### Action item
Search the records for the string "setLineDash", then copy each line that has it.

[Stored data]
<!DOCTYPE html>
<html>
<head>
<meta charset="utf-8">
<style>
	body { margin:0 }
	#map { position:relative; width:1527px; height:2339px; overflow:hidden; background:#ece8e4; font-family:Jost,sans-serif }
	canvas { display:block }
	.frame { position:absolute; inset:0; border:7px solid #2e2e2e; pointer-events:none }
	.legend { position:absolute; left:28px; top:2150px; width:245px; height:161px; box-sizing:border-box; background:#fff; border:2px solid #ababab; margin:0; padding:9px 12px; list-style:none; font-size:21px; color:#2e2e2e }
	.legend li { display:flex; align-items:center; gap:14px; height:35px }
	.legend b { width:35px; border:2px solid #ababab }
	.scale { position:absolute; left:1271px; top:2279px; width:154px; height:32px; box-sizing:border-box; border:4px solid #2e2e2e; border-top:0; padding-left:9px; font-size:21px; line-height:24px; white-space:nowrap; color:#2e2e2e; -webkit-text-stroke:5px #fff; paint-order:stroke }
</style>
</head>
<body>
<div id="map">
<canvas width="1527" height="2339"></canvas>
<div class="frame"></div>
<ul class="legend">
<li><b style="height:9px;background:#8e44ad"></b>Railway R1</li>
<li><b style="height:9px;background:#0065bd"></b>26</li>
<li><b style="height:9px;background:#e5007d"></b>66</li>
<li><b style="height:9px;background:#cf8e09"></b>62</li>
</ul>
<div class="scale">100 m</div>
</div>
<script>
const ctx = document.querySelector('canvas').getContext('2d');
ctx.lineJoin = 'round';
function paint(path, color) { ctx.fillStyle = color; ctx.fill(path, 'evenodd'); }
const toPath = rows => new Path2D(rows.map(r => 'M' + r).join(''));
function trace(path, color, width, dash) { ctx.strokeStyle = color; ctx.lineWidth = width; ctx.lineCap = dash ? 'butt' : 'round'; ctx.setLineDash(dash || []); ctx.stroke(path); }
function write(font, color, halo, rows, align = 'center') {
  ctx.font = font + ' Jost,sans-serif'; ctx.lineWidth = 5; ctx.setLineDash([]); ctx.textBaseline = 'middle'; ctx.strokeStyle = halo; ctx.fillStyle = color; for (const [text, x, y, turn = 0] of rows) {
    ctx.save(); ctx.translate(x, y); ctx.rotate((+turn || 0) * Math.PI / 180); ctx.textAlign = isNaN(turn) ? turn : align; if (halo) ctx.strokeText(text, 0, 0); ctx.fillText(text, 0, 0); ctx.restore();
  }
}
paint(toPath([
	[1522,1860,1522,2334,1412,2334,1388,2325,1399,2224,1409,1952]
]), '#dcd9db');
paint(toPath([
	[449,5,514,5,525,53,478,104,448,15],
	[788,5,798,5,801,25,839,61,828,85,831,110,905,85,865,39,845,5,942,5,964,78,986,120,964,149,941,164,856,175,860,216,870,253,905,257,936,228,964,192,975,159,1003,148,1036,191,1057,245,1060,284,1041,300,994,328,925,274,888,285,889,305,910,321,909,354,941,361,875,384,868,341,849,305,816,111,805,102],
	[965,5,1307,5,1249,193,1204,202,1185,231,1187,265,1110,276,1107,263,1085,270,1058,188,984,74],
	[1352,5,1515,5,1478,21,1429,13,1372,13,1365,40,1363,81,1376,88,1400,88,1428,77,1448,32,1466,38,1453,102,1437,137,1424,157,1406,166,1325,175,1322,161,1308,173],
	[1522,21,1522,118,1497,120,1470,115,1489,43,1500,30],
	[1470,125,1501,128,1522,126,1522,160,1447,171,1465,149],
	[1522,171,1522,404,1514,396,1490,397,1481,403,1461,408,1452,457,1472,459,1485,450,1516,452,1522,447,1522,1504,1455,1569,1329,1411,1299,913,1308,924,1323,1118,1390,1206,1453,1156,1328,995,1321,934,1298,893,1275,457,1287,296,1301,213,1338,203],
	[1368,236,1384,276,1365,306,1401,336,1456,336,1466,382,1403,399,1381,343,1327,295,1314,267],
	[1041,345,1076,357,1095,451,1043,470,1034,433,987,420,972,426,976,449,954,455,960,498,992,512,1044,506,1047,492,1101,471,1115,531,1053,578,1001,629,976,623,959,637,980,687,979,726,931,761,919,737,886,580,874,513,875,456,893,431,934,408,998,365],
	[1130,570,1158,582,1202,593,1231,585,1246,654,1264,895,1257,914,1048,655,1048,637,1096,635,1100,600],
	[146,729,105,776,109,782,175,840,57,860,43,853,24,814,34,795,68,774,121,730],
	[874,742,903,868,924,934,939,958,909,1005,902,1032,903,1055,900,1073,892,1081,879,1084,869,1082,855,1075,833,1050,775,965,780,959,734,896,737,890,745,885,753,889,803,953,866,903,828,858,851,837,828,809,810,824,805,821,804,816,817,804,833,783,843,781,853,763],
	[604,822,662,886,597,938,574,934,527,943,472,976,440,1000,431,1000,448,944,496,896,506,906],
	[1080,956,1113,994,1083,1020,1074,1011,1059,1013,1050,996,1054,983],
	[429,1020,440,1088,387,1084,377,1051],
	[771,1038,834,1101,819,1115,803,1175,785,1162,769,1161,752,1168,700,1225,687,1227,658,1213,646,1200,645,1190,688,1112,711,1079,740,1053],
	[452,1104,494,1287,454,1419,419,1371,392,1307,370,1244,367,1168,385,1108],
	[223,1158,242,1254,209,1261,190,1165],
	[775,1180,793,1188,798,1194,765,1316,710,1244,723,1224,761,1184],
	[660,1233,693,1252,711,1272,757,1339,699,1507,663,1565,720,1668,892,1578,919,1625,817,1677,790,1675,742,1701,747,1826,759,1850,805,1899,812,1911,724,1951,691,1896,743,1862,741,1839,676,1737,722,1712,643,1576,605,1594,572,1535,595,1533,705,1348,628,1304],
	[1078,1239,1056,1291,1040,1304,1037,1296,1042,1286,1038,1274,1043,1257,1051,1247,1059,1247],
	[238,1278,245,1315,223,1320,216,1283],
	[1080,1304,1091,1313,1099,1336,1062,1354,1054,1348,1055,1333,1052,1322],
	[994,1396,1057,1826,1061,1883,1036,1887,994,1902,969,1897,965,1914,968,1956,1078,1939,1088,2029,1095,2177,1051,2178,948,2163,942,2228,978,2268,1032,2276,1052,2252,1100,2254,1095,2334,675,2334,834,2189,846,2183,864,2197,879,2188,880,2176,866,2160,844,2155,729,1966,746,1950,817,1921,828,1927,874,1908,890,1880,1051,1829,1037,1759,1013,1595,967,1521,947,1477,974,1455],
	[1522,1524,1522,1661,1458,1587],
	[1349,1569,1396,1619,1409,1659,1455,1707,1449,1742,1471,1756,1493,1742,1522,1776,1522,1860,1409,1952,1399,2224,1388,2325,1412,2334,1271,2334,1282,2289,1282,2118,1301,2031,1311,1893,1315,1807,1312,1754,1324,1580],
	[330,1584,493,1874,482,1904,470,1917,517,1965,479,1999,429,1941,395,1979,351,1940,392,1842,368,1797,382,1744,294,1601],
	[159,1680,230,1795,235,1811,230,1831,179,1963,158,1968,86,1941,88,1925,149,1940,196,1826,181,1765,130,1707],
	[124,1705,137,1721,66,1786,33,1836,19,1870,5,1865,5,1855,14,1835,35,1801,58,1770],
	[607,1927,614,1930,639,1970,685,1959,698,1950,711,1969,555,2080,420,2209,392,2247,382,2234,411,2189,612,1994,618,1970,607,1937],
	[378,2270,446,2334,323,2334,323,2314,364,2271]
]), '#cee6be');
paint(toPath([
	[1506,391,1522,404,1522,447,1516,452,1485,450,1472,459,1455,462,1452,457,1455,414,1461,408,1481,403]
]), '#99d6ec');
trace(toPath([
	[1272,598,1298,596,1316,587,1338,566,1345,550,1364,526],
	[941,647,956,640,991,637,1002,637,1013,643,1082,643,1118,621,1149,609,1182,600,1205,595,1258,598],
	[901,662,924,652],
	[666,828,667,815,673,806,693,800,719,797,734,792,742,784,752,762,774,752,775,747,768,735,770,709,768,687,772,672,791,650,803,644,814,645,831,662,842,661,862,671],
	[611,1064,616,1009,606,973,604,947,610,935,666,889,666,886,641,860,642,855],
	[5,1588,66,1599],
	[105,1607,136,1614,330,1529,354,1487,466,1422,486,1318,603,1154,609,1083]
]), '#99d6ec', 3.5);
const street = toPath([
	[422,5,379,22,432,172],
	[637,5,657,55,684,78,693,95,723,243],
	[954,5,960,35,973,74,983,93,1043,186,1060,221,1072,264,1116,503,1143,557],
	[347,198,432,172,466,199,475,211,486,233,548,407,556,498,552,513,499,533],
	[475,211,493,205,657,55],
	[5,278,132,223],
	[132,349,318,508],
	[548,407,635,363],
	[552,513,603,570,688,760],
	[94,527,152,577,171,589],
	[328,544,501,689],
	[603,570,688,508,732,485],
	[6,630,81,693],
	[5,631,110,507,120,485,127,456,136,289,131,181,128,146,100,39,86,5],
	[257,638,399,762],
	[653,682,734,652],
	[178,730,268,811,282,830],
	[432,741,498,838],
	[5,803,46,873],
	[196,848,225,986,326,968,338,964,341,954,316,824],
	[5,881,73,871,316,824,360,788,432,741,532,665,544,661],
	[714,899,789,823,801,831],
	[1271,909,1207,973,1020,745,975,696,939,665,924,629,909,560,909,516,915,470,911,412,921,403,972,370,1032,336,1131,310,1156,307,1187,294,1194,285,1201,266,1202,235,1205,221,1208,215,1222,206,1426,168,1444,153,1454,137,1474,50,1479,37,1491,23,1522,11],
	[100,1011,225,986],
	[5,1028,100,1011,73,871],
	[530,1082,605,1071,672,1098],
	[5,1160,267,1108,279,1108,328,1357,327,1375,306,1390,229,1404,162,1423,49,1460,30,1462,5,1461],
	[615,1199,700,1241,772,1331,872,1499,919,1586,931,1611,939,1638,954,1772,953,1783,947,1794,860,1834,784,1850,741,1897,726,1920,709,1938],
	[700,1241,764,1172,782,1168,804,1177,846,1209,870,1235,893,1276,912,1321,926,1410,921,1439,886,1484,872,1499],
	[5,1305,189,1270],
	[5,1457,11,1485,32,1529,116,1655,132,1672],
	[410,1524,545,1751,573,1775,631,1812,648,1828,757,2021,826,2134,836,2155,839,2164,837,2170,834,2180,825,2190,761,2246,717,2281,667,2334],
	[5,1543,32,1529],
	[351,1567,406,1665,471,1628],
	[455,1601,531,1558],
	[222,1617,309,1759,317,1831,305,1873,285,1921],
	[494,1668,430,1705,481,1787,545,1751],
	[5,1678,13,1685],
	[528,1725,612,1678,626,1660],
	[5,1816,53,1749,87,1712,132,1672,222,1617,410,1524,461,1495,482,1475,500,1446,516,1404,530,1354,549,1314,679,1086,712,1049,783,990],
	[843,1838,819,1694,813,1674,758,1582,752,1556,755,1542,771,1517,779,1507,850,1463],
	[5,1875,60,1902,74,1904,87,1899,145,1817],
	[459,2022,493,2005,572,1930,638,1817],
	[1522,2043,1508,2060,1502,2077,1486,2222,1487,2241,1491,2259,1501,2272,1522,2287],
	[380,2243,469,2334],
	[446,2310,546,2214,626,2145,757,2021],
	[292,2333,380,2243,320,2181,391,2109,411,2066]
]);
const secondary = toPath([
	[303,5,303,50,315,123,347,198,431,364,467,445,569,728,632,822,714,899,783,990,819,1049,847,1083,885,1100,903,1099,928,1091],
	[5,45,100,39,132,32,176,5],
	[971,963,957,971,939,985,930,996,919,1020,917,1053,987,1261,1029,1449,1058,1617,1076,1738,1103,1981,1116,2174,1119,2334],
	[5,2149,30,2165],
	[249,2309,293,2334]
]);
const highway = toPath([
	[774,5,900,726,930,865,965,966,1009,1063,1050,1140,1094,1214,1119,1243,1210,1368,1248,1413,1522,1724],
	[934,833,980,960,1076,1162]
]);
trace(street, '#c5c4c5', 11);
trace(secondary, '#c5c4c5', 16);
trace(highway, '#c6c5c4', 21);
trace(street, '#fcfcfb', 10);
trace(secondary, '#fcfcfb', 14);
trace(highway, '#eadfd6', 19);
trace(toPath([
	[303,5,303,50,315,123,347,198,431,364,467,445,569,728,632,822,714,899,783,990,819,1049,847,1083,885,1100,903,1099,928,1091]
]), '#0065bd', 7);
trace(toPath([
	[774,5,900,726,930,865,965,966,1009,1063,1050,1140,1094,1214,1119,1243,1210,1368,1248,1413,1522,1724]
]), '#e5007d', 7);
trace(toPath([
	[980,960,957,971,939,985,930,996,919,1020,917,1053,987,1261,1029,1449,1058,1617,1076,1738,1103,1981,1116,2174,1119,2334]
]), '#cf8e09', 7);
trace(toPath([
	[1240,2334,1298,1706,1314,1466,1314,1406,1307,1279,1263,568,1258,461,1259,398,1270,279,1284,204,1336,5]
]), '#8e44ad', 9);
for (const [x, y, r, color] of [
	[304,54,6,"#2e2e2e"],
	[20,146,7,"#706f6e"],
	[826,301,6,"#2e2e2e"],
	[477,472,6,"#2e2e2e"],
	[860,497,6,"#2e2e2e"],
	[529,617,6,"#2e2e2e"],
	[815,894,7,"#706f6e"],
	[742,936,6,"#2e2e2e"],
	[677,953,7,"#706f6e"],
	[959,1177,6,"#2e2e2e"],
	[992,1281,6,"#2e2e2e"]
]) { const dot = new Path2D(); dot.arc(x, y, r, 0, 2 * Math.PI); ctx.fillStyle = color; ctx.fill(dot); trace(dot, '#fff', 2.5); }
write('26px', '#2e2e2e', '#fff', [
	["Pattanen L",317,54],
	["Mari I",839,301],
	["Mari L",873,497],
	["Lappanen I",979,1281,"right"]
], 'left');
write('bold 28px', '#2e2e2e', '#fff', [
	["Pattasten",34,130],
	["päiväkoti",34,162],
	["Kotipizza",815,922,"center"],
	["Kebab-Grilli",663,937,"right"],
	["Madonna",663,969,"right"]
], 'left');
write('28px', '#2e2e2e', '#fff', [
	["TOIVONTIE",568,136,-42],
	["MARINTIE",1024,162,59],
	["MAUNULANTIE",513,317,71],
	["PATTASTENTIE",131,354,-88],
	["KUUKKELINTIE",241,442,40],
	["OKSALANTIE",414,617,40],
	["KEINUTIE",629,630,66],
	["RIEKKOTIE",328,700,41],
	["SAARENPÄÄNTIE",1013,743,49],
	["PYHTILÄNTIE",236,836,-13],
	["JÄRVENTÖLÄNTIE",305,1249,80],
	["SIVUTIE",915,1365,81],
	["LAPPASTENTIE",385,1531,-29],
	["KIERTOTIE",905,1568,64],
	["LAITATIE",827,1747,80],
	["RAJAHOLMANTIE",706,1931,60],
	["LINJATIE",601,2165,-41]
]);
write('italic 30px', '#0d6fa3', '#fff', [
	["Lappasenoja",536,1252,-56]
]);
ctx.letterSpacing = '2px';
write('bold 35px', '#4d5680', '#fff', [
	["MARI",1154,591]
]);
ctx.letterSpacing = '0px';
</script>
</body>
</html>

### Output for this exercise
function trace(path, color, width, dash) { ctx.strokeStyle = color; ctx.lineWidth = width; ctx.lineCap = dash ? 'butt' : 'round'; ctx.setLineDash(dash || []); ctx.stroke(path); }
  ctx.font = font + ' Jost,sans-serif'; ctx.lineWidth = 5; ctx.setLineDash([]); ctx.textBaseline = 'middle'; ctx.strokeStyle = halo; ctx.fillStyle = color; for (const [text, x, y, turn = 0] of rows) {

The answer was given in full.